GPU detected! Install the GPU version for faster performance:
   uv tool install 'openground[fastembed-gpu]'
You have GPU hardware but are using the CPU version. Install the GPU package for better performance.

Scenario 2: GPU Package, No GPU Hardware

Warning: openground[fastembed-gpu] is installed but no NVIDIA GPU was detected.
   You may want to switch to the CPU version:
   uv tool install 'openground[fastembed]'
You installed the GPU version but don’t have GPU hardware. Switch to CPU version to avoid unnecessary dependencies.
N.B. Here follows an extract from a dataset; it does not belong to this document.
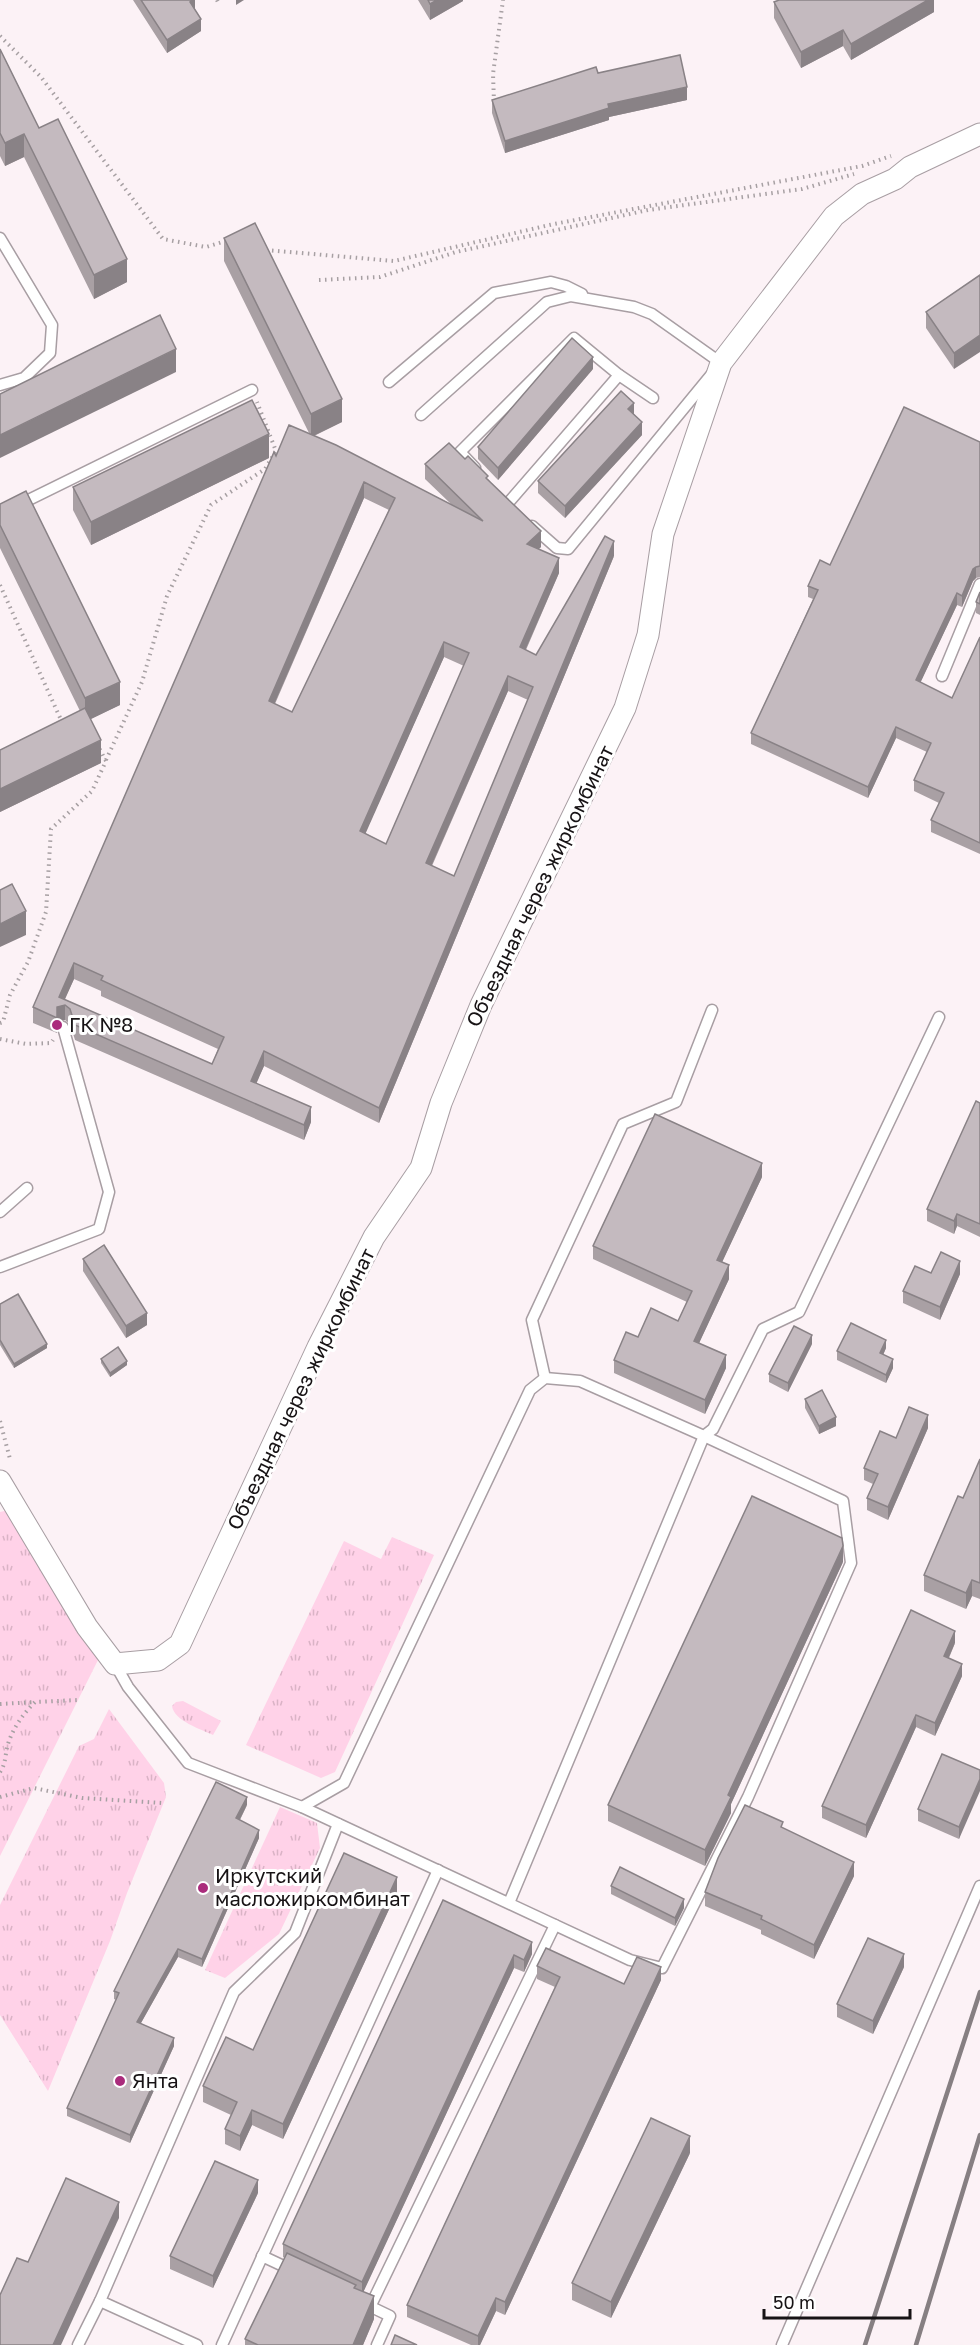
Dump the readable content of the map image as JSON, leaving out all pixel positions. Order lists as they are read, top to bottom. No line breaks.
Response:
{"streets":{"street":["Объездная через жиркомбинат"]},"places":["ГК №8","Иркутский масложиркомбинат","Янта"],"scale_bar":"50 m"}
Scenario 3: GPU Package + Hardware, But CUDA Non-Functional

Error: GPU package is installed but CUDA is not functional. Your options are:
  1. Ensure your CUDA drivers and cuDNN match the requirements for onnxruntime-gpu.
   See: https://oliviajain.github.io/onnxruntime/docs/execution-providers/CUDA-ExecutionProvider.html

  2. Install the CPU version: uv tool install 'openground[fastembed]'
  3. If you still want gpu performance, you can install the more bulky
     sentence-transformers backend: uv tool install 'openground[sentence-transformers]'
This is the most complex scenario - GPU hardware and package are present, but CUDA isn’t properly configured.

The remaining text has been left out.